* Exercise details:
Exact copies of all the entries are required.

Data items

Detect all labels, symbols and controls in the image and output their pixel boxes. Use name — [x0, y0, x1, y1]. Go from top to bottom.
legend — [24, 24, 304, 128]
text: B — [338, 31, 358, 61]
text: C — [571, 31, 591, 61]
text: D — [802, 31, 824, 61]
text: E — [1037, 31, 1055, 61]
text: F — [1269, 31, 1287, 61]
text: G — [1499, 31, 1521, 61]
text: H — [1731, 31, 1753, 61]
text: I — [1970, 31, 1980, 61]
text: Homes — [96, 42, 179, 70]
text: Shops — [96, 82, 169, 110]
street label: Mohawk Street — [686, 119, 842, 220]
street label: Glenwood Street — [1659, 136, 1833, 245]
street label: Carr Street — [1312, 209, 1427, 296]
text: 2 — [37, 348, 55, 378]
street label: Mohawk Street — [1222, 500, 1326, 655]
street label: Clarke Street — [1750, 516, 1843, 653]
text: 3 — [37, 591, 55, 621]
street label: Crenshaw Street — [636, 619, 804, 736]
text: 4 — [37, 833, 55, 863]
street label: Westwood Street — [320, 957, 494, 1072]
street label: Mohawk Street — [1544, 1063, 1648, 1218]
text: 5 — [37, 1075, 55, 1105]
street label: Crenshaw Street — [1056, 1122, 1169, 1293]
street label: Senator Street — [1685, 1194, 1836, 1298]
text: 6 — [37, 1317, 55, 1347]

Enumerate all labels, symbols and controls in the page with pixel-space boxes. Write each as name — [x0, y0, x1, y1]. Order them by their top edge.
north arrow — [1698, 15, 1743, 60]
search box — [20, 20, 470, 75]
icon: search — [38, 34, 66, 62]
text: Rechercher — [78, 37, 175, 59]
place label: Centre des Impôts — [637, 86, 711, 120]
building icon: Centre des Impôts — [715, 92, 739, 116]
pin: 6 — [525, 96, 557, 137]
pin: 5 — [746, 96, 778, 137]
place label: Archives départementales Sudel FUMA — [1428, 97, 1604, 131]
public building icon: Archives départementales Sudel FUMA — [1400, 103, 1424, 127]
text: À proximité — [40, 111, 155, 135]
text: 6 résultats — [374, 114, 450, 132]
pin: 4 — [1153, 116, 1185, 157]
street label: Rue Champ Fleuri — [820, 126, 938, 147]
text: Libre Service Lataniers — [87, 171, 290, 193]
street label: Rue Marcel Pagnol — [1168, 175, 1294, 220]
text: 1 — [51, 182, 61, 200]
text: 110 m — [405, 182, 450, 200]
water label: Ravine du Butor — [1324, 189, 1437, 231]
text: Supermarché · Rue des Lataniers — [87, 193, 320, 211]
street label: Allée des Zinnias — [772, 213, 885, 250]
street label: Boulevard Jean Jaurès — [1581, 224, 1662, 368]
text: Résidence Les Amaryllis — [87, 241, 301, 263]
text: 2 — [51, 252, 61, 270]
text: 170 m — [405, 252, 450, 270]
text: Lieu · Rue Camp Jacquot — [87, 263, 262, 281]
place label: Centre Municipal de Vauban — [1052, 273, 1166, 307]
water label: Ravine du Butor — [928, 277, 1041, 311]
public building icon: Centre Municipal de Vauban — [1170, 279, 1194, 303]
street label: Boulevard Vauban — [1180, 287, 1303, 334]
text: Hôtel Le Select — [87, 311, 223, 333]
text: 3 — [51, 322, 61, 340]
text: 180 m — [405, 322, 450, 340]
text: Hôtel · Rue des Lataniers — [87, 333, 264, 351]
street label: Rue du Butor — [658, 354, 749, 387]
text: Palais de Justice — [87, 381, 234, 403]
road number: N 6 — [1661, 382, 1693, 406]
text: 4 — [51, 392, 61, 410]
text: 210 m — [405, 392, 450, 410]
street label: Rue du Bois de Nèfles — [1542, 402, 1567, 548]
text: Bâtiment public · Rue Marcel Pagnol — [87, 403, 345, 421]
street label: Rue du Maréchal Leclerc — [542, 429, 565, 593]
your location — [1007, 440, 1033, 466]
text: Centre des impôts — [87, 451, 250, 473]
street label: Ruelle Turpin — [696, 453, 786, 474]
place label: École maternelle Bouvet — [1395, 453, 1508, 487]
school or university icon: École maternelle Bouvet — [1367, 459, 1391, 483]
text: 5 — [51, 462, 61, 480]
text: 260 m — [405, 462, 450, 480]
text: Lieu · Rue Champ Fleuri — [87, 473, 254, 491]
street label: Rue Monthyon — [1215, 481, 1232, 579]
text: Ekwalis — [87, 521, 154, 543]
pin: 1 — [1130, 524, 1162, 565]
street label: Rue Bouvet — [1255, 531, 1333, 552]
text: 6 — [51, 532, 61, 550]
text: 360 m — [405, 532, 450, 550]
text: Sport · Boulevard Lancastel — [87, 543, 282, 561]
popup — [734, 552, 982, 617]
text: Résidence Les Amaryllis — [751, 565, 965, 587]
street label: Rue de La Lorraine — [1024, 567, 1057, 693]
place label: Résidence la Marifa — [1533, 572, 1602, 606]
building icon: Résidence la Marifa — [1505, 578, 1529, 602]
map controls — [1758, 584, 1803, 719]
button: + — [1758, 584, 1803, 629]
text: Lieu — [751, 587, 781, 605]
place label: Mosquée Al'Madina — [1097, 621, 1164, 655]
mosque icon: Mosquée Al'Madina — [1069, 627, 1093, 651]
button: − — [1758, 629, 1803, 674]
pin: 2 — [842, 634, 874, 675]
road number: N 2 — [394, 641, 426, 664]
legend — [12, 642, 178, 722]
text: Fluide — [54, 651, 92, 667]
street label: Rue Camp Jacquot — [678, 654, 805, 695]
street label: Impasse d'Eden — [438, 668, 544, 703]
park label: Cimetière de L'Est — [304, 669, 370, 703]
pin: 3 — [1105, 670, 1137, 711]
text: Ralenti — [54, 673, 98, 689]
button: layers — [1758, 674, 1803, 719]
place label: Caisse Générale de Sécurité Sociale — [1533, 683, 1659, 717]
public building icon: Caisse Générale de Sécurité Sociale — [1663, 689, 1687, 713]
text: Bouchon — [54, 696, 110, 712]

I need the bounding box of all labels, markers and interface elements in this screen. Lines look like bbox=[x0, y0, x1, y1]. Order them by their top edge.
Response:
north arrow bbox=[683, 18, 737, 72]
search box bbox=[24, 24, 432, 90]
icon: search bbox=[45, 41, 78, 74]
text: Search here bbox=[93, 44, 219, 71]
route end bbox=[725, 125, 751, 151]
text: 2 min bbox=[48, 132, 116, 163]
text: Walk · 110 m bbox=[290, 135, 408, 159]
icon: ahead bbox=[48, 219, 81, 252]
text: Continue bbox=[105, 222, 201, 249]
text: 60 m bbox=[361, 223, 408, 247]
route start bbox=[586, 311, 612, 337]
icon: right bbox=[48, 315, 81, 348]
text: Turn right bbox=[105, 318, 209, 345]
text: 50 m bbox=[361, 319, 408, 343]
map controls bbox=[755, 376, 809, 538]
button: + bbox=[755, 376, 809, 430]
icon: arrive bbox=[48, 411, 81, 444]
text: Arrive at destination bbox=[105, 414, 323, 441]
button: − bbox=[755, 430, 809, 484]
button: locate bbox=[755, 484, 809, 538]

* Solution to this task:
Detect all labels, symbols and controls in the image and output their pixel boxes. Use name — [x0, y0, x1, y1]. Go from top to bottom.
legend — [24, 24, 304, 128]
text: B — [338, 31, 358, 61]
text: C — [571, 31, 591, 61]
text: D — [802, 31, 824, 61]
text: E — [1037, 31, 1055, 61]
text: F — [1269, 31, 1287, 61]
text: G — [1499, 31, 1521, 61]
text: H — [1731, 31, 1753, 61]
text: I — [1970, 31, 1980, 61]
text: Homes — [96, 42, 179, 70]
text: Shops — [96, 82, 169, 110]
street label: Mohawk Street — [686, 119, 842, 220]
street label: Glenwood Street — [1659, 136, 1833, 245]
street label: Carr Street — [1312, 209, 1427, 296]
text: 2 — [37, 348, 55, 378]
street label: Mohawk Street — [1222, 500, 1326, 655]
street label: Clarke Street — [1750, 516, 1843, 653]
text: 3 — [37, 591, 55, 621]
street label: Crenshaw Street — [636, 619, 804, 736]
text: 4 — [37, 833, 55, 863]
street label: Westwood Street — [320, 957, 494, 1072]
street label: Mohawk Street — [1544, 1063, 1648, 1218]
text: 5 — [37, 1075, 55, 1105]
street label: Crenshaw Street — [1056, 1122, 1169, 1293]
street label: Senator Street — [1685, 1194, 1836, 1298]
text: 6 — [37, 1317, 55, 1347]

Enumerate all labels, symbols and controls in the page with pixel-space boxes. Write each as name — [x0, y0, x1, y1]. Order them by their top edge.
north arrow — [1698, 15, 1743, 60]
search box — [20, 20, 470, 75]
icon: search — [38, 34, 66, 62]
text: Rechercher — [78, 37, 175, 59]
place label: Centre des Impôts — [637, 86, 711, 120]
building icon: Centre des Impôts — [715, 92, 739, 116]
pin: 6 — [525, 96, 557, 137]
pin: 5 — [746, 96, 778, 137]
place label: Archives départementales Sudel FUMA — [1428, 97, 1604, 131]
public building icon: Archives départementales Sudel FUMA — [1400, 103, 1424, 127]
text: À proximité — [40, 111, 155, 135]
text: 6 résultats — [374, 114, 450, 132]
pin: 4 — [1153, 116, 1185, 157]
street label: Rue Champ Fleuri — [820, 126, 938, 147]
text: Libre Service Lataniers — [87, 171, 290, 193]
street label: Rue Marcel Pagnol — [1168, 175, 1294, 220]
text: 1 — [51, 182, 61, 200]
text: 110 m — [405, 182, 450, 200]
water label: Ravine du Butor — [1324, 189, 1437, 231]
text: Supermarché · Rue des Lataniers — [87, 193, 320, 211]
street label: Allée des Zinnias — [772, 213, 885, 250]
street label: Boulevard Jean Jaurès — [1581, 224, 1662, 368]
text: Résidence Les Amaryllis — [87, 241, 301, 263]
text: 2 — [51, 252, 61, 270]
text: 170 m — [405, 252, 450, 270]
text: Lieu · Rue Camp Jacquot — [87, 263, 262, 281]
place label: Centre Municipal de Vauban — [1052, 273, 1166, 307]
water label: Ravine du Butor — [928, 277, 1041, 311]
public building icon: Centre Municipal de Vauban — [1170, 279, 1194, 303]
street label: Boulevard Vauban — [1180, 287, 1303, 334]
text: Hôtel Le Select — [87, 311, 223, 333]
text: 3 — [51, 322, 61, 340]
text: 180 m — [405, 322, 450, 340]
text: Hôtel · Rue des Lataniers — [87, 333, 264, 351]
street label: Rue du Butor — [658, 354, 749, 387]
text: Palais de Justice — [87, 381, 234, 403]
road number: N 6 — [1661, 382, 1693, 406]
text: 4 — [51, 392, 61, 410]
text: 210 m — [405, 392, 450, 410]
street label: Rue du Bois de Nèfles — [1542, 402, 1567, 548]
text: Bâtiment public · Rue Marcel Pagnol — [87, 403, 345, 421]
street label: Rue du Maréchal Leclerc — [542, 429, 565, 593]
your location — [1007, 440, 1033, 466]
text: Centre des impôts — [87, 451, 250, 473]
street label: Ruelle Turpin — [696, 453, 786, 474]
place label: École maternelle Bouvet — [1395, 453, 1508, 487]
school or university icon: École maternelle Bouvet — [1367, 459, 1391, 483]
text: 5 — [51, 462, 61, 480]
text: 260 m — [405, 462, 450, 480]
text: Lieu · Rue Champ Fleuri — [87, 473, 254, 491]
street label: Rue Monthyon — [1215, 481, 1232, 579]
text: Ekwalis — [87, 521, 154, 543]
pin: 1 — [1130, 524, 1162, 565]
street label: Rue Bouvet — [1255, 531, 1333, 552]
text: 6 — [51, 532, 61, 550]
text: 360 m — [405, 532, 450, 550]
text: Sport · Boulevard Lancastel — [87, 543, 282, 561]
popup — [734, 552, 982, 617]
text: Résidence Les Amaryllis — [751, 565, 965, 587]
street label: Rue de La Lorraine — [1024, 567, 1057, 693]
place label: Résidence la Marifa — [1533, 572, 1602, 606]
building icon: Résidence la Marifa — [1505, 578, 1529, 602]
map controls — [1758, 584, 1803, 719]
button: + — [1758, 584, 1803, 629]
text: Lieu — [751, 587, 781, 605]
place label: Mosquée Al'Madina — [1097, 621, 1164, 655]
mosque icon: Mosquée Al'Madina — [1069, 627, 1093, 651]
button: − — [1758, 629, 1803, 674]
pin: 2 — [842, 634, 874, 675]
road number: N 2 — [394, 641, 426, 664]
legend — [12, 642, 178, 722]
text: Fluide — [54, 651, 92, 667]
street label: Rue Camp Jacquot — [678, 654, 805, 695]
street label: Impasse d'Eden — [438, 668, 544, 703]
park label: Cimetière de L'Est — [304, 669, 370, 703]
pin: 3 — [1105, 670, 1137, 711]
text: Ralenti — [54, 673, 98, 689]
button: layers — [1758, 674, 1803, 719]
place label: Caisse Générale de Sécurité Sociale — [1533, 683, 1659, 717]
public building icon: Caisse Générale de Sécurité Sociale — [1663, 689, 1687, 713]
text: Bouchon — [54, 696, 110, 712]

I need the bounding box of all labels, markers and interface elements in this screen. Lines look like bbox=[x0, y0, x1, y1]. Order them by their top edge.
Response:
north arrow bbox=[683, 18, 737, 72]
search box bbox=[24, 24, 432, 90]
icon: search bbox=[45, 41, 78, 74]
text: Search here bbox=[93, 44, 219, 71]
route end bbox=[725, 125, 751, 151]
text: 2 min bbox=[48, 132, 116, 163]
text: Walk · 110 m bbox=[290, 135, 408, 159]
icon: ahead bbox=[48, 219, 81, 252]
text: Continue bbox=[105, 222, 201, 249]
text: 60 m bbox=[361, 223, 408, 247]
route start bbox=[586, 311, 612, 337]
icon: right bbox=[48, 315, 81, 348]
text: Turn right bbox=[105, 318, 209, 345]
text: 50 m bbox=[361, 319, 408, 343]
map controls bbox=[755, 376, 809, 538]
button: + bbox=[755, 376, 809, 430]
icon: arrive bbox=[48, 411, 81, 444]
text: Arrive at destination bbox=[105, 414, 323, 441]
button: − bbox=[755, 430, 809, 484]
button: locate bbox=[755, 484, 809, 538]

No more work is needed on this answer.